At 24 h after inoculation, animals were euthanized, and their pulmonary vasculature was flushed with sterile saline. Harvested lungs were homogenized in a 2× protease inhibitor cocktail (Complete; Roche Diagnostics GmbH, Mannheim, Germany), sonicated, and then passed through a 0.22-μm-pore-size filter before analysis. CCL3, CXCL2, interleukin-10 (IL-10), IL-12p40, and IL-18 were assayed by using commercially available murine enzyme immunoassay kits (R & D Systems) to measure CC and CXC chemokine levels and cytokine levels related to Th1-Th2 adaptive immune responses. Levels were standardized to total soluble lung protein.
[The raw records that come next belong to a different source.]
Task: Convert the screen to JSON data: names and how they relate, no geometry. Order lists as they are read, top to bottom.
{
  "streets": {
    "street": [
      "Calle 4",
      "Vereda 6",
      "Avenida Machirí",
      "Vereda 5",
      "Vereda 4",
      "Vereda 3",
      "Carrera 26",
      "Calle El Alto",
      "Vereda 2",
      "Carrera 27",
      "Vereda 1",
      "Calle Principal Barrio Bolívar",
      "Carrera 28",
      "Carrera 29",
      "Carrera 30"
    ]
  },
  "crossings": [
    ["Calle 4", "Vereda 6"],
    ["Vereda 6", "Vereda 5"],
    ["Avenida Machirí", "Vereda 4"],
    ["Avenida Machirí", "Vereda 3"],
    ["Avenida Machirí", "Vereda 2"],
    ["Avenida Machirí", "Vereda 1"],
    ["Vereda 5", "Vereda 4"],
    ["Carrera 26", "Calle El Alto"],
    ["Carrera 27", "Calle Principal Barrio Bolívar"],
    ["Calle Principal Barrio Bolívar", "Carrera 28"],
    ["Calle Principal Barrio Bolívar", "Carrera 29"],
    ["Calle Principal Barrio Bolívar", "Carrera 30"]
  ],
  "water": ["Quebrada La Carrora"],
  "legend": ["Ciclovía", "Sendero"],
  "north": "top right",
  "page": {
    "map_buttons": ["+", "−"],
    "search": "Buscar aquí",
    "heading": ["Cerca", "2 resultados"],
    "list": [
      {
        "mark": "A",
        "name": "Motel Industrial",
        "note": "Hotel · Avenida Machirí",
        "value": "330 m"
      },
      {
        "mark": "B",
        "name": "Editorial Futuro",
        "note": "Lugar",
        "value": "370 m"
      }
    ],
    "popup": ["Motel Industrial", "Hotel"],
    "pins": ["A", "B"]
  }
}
Lung inflammatory cell content.

Airspace inflammatory cells were collected by bronchoalveolar lavage (BAL) 24 h after inoculation. Lungs of euthanized animals were lavaged three times with phosphate buffered saline. Recovered cells were counted with an electronic particle counter (Z-1; Beckman Coulter, Fullerton, Calif.) and reported as cells per 100 μl of recovered BAL fluid (BALF).

Statistical methods.

All results are reported either as means ± standard deviation unless otherwise noted. For serum and whole-blood bacterial killing assays and for whole-lung cytokine levels, raw data were log10 transformed prior to analysis. Analysis of variance with Tukey post hoc comparisons or Kruskal-Wallis testing with similar nonparametric post hoc comparisons was used where indicated. All statistical calculations were performed with SAS 8.2 software.

RESULTS

Confirmation of O-antigen-deficient phenotype in a wbbO mutant.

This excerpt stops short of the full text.